Collected data entries
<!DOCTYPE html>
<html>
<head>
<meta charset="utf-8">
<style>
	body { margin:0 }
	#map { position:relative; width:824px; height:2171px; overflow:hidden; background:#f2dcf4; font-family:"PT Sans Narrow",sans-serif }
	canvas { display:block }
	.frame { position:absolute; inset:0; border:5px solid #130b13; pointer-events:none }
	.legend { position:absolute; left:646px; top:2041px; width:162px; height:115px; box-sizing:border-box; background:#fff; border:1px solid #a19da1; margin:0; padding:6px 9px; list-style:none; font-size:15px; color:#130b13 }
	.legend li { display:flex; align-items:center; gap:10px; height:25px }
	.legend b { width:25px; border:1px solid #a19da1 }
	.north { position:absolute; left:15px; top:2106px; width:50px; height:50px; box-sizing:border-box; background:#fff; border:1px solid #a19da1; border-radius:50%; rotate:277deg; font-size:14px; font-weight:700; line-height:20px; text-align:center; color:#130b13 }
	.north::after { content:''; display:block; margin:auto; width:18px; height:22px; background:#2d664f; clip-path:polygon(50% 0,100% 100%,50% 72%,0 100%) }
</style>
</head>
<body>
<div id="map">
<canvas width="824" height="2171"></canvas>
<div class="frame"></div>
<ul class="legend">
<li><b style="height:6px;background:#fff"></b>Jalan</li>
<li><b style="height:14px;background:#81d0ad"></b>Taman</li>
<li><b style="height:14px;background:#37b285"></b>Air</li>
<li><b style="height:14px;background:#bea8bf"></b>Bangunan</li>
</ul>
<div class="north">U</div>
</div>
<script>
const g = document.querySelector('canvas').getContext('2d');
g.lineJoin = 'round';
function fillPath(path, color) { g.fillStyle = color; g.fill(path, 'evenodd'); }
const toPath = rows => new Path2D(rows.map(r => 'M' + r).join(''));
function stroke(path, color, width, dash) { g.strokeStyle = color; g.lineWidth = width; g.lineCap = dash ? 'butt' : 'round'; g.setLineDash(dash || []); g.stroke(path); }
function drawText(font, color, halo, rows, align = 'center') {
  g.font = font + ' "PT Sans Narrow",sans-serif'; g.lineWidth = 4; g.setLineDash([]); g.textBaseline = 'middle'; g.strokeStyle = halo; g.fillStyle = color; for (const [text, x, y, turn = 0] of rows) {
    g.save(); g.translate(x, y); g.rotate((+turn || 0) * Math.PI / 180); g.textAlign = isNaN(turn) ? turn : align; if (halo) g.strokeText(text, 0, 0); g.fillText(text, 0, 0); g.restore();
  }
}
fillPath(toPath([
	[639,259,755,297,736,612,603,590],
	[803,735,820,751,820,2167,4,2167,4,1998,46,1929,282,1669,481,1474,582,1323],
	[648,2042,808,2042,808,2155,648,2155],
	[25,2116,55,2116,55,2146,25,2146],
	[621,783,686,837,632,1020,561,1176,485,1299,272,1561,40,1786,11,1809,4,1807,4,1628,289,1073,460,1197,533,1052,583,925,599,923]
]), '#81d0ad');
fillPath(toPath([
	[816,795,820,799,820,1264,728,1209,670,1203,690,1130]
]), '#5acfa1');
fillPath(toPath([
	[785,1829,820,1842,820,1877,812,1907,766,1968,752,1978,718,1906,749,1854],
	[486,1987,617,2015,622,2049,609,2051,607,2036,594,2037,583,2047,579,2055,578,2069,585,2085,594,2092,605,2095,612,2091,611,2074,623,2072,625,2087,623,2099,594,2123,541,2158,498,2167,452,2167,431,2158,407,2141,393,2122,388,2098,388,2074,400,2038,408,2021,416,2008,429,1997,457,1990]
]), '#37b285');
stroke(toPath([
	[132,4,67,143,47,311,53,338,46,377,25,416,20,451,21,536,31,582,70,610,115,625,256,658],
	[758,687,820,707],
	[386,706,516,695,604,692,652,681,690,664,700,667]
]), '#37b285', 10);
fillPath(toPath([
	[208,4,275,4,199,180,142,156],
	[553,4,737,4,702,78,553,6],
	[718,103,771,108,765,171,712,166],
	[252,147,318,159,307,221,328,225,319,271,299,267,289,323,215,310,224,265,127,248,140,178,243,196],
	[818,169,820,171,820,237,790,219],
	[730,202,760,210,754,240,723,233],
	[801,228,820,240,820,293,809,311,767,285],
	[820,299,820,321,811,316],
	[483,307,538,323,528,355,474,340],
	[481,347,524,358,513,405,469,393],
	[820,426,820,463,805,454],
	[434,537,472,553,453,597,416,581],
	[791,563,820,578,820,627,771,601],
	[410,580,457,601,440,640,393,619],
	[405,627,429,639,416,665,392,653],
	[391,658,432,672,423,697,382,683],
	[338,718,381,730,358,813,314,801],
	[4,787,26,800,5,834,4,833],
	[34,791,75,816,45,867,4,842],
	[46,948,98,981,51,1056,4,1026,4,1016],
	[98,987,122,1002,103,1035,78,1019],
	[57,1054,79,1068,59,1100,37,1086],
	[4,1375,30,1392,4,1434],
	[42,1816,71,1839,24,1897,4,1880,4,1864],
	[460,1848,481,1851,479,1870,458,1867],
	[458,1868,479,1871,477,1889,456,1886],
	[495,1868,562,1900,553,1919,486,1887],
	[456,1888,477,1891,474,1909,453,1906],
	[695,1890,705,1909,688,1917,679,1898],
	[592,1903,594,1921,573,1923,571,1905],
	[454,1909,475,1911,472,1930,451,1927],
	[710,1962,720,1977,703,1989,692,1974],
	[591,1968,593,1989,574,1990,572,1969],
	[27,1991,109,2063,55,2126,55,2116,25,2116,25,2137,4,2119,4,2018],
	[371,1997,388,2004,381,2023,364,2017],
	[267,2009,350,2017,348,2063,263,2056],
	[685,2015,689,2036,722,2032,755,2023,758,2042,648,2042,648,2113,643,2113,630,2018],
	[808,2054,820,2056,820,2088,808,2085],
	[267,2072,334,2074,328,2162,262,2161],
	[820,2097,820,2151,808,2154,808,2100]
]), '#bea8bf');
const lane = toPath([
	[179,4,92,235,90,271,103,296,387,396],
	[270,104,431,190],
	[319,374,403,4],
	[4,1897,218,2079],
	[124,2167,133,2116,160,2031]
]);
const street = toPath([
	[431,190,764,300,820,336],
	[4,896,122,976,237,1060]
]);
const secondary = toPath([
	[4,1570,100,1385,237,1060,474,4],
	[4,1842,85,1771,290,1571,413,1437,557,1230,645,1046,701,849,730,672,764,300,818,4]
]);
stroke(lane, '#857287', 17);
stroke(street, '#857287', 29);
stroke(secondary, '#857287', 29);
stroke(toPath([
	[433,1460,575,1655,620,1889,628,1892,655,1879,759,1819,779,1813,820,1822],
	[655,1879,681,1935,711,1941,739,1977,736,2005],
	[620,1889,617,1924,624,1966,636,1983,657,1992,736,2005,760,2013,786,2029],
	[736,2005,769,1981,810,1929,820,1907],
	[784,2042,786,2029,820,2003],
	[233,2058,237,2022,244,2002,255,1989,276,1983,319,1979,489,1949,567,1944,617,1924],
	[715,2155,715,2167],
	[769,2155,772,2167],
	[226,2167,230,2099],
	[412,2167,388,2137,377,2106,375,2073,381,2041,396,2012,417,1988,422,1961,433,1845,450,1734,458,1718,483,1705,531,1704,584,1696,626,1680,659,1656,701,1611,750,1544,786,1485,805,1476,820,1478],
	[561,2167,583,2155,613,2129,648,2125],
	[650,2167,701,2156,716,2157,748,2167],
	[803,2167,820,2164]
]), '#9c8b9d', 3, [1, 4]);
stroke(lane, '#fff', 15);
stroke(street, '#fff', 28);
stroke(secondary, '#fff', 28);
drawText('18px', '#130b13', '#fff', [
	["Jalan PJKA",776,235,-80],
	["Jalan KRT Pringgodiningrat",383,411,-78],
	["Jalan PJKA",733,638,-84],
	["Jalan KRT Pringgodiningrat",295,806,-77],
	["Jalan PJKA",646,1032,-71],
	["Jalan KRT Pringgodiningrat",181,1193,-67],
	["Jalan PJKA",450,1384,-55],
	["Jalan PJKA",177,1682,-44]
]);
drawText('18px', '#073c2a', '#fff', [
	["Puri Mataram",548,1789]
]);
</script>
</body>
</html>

- [About this task]:
All the lines that hold the word "fillStyle" must appear in the answer, copied from the records.

- [Solution for this problem]:
function fillPath(path, color) { g.fillStyle = color; g.fill(path, 'evenodd'); }
  g.font = font + ' "PT Sans Narrow",sans-serif'; g.lineWidth = 4; g.setLineDash([]); g.textBaseline = 'middle'; g.strokeStyle = halo; g.fillStyle = color; for (const [text, x, y, turn = 0] of rows) {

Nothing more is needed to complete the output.